Each line below containing the word "wall" needs to be shown.
● ● ● ●
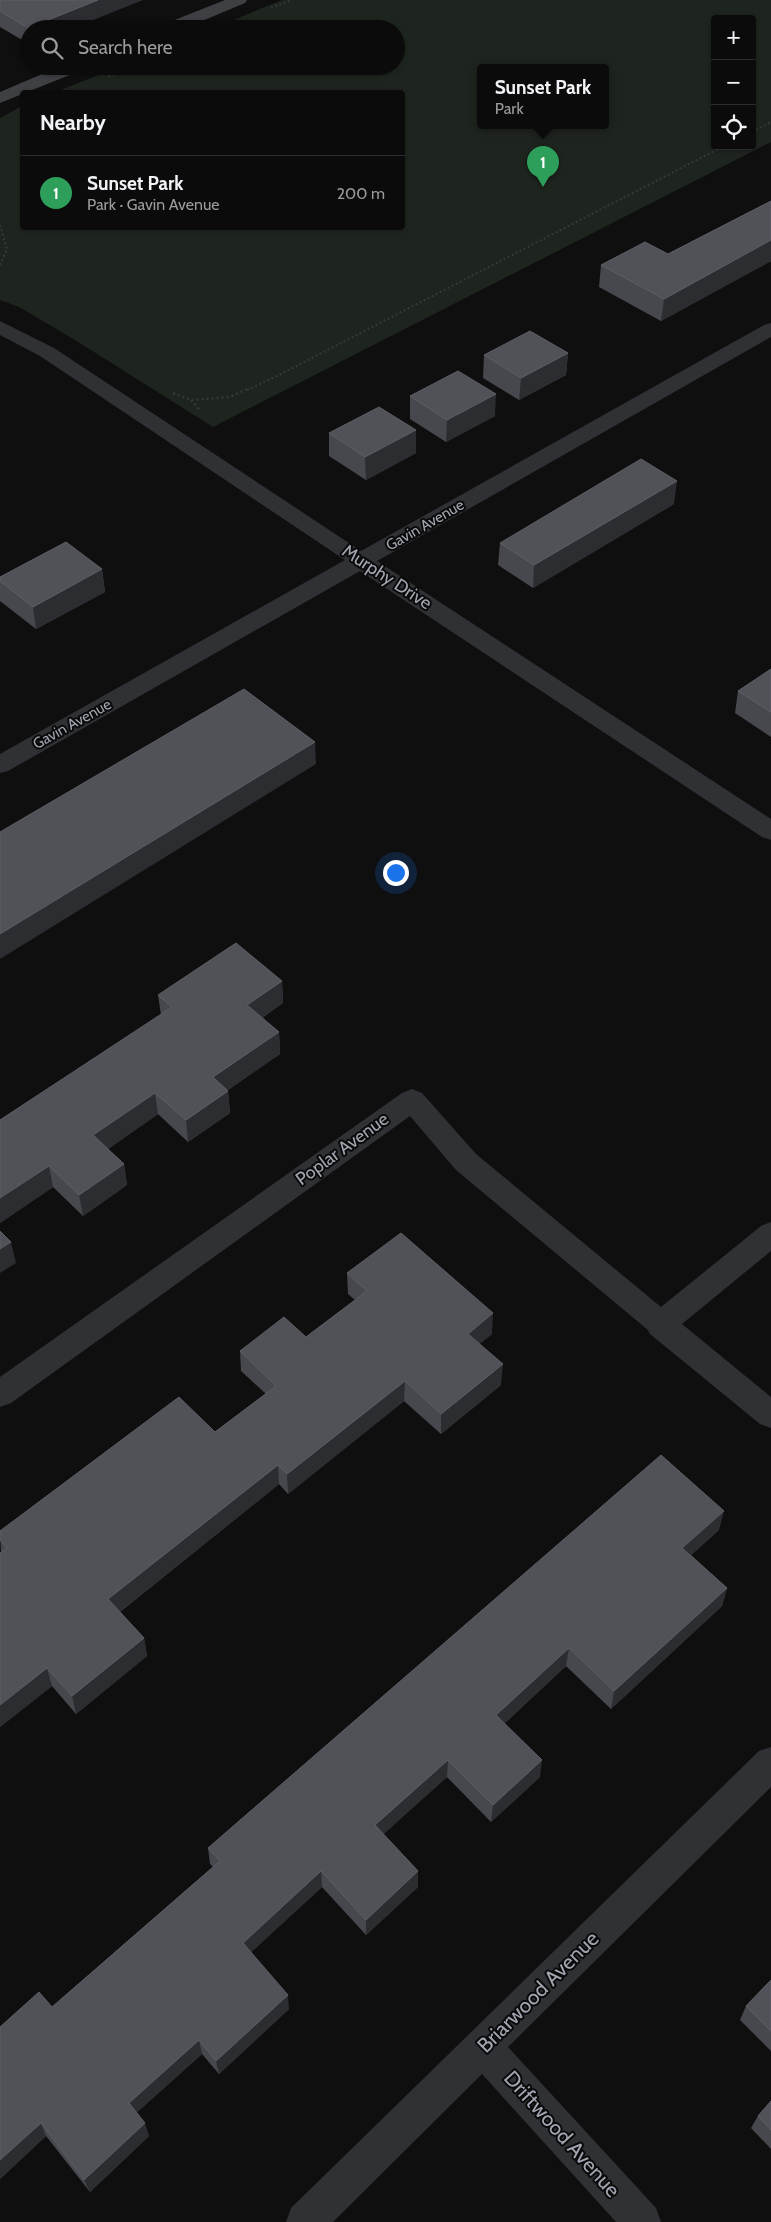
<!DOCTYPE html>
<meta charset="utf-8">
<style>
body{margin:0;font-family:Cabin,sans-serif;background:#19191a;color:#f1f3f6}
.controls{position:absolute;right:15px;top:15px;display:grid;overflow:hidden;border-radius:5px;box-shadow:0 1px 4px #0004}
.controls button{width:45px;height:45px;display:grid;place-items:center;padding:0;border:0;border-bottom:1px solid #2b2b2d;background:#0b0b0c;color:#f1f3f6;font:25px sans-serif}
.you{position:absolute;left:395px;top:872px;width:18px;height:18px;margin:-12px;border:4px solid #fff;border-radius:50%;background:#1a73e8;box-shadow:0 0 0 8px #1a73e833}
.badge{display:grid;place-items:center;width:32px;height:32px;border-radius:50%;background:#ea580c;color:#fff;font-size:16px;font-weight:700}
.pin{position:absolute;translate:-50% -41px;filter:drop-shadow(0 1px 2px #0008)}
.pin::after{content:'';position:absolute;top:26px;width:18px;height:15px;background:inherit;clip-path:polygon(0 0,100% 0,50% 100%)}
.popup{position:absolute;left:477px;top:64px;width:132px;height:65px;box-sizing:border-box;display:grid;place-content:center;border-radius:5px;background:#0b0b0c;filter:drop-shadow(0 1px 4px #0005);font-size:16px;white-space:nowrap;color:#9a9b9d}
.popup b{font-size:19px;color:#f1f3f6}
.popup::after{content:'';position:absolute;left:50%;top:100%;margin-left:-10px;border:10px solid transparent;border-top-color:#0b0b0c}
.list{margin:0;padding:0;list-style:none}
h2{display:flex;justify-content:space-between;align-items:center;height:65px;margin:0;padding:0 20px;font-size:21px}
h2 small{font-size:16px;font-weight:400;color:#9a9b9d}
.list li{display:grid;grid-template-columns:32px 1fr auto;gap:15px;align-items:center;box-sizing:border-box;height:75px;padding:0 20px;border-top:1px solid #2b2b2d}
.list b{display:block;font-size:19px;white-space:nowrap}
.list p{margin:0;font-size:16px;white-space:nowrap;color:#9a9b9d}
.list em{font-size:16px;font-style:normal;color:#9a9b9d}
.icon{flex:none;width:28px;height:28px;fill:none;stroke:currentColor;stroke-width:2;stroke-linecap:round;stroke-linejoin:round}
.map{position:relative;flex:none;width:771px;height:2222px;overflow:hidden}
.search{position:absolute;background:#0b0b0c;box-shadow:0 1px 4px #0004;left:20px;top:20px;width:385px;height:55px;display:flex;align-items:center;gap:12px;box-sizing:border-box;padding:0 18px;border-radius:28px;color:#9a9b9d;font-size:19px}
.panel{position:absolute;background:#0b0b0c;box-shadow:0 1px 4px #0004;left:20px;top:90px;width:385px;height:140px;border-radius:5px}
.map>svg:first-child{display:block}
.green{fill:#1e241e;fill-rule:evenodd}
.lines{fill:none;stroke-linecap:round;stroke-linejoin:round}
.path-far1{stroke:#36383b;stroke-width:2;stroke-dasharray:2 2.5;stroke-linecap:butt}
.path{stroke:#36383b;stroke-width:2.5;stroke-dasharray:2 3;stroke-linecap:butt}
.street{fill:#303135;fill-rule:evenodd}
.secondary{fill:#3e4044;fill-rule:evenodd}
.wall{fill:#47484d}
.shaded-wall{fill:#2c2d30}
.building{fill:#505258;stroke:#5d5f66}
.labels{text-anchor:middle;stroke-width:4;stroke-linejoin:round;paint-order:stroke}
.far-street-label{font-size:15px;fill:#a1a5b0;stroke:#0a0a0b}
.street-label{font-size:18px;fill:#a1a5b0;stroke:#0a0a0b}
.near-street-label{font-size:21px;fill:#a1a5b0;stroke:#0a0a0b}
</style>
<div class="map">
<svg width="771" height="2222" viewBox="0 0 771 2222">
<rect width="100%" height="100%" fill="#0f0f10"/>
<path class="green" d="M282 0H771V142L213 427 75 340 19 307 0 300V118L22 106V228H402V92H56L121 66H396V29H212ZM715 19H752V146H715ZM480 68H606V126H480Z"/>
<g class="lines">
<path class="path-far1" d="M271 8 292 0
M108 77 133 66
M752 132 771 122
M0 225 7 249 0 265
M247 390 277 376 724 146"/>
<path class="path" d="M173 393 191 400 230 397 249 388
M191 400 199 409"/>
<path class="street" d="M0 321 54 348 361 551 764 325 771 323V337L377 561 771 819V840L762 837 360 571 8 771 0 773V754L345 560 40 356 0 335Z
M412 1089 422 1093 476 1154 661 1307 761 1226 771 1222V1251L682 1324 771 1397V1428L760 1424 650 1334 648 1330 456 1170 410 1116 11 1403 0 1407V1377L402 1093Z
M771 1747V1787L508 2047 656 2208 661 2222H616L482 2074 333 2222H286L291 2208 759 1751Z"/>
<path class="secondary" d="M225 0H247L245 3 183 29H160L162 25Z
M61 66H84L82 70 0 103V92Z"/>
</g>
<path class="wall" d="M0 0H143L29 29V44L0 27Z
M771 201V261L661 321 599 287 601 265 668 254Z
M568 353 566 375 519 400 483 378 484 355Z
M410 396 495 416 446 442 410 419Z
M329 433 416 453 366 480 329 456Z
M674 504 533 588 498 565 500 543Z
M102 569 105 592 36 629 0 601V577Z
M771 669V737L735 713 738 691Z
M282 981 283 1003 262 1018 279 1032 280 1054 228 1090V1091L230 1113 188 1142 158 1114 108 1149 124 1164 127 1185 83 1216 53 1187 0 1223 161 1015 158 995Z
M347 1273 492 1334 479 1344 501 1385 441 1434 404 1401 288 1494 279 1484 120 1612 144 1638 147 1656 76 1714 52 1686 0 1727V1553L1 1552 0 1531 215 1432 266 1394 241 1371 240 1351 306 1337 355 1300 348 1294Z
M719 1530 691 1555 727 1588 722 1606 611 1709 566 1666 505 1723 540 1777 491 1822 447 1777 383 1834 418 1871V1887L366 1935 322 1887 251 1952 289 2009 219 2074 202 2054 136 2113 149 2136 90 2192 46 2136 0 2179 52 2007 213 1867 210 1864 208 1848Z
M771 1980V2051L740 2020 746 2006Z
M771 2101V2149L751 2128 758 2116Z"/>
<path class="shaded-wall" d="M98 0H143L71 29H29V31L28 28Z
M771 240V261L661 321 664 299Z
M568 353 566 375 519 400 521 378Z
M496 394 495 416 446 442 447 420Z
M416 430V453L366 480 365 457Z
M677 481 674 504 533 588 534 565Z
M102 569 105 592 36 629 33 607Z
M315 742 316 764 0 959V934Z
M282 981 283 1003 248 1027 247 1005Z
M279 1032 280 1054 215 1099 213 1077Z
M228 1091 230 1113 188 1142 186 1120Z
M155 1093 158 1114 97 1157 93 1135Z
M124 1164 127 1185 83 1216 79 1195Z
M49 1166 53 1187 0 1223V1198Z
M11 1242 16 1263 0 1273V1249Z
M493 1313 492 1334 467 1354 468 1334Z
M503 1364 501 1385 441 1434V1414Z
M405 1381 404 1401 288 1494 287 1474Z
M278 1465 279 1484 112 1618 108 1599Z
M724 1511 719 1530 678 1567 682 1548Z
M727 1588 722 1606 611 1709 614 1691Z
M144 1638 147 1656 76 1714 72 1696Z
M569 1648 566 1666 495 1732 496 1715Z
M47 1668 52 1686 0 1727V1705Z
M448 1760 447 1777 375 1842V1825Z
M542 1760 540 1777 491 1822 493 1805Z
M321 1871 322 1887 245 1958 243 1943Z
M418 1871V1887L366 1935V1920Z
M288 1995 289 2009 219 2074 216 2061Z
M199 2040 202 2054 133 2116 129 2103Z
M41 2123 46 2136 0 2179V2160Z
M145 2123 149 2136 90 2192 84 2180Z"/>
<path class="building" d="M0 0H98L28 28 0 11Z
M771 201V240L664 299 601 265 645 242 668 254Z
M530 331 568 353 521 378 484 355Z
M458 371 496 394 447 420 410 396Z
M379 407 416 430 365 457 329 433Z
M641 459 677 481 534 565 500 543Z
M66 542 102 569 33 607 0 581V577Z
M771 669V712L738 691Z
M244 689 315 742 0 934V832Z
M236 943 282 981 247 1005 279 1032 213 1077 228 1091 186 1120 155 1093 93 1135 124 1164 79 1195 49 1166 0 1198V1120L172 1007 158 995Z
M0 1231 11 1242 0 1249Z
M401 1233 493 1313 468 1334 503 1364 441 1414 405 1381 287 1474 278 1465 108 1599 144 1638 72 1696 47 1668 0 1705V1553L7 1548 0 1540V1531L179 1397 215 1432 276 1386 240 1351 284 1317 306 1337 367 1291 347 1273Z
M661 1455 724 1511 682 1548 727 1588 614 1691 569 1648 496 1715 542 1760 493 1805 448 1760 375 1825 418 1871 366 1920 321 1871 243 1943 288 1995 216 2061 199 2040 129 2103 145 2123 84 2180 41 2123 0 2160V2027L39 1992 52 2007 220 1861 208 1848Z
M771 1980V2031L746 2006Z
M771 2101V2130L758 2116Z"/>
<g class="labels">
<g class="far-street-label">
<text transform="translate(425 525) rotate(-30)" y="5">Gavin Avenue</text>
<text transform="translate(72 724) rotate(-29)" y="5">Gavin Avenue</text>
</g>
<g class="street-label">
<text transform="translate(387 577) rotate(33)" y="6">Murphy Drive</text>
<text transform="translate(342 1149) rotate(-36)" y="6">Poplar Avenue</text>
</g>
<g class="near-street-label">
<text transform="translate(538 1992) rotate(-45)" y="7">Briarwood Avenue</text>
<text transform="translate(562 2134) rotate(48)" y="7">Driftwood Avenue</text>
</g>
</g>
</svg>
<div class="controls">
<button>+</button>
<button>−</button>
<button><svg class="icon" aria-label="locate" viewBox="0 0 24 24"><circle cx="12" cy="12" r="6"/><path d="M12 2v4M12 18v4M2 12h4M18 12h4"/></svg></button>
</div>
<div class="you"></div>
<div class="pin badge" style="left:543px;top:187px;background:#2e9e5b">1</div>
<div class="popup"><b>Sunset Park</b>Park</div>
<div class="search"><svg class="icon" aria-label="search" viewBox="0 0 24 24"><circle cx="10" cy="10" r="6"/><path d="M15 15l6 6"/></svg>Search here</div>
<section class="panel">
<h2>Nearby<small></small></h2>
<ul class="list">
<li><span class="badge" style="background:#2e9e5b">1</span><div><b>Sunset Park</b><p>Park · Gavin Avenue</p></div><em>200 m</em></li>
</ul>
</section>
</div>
● ● ● ●
**Exercise solution:**
.wall{fill:#47484d}
.shaded-wall{fill:#2c2d30}
<path class="wall" d="M0 0H143L29 29V44L0 27Z
<path class="shaded-wall" d="M98 0H143L71 29H29V31L28 28Z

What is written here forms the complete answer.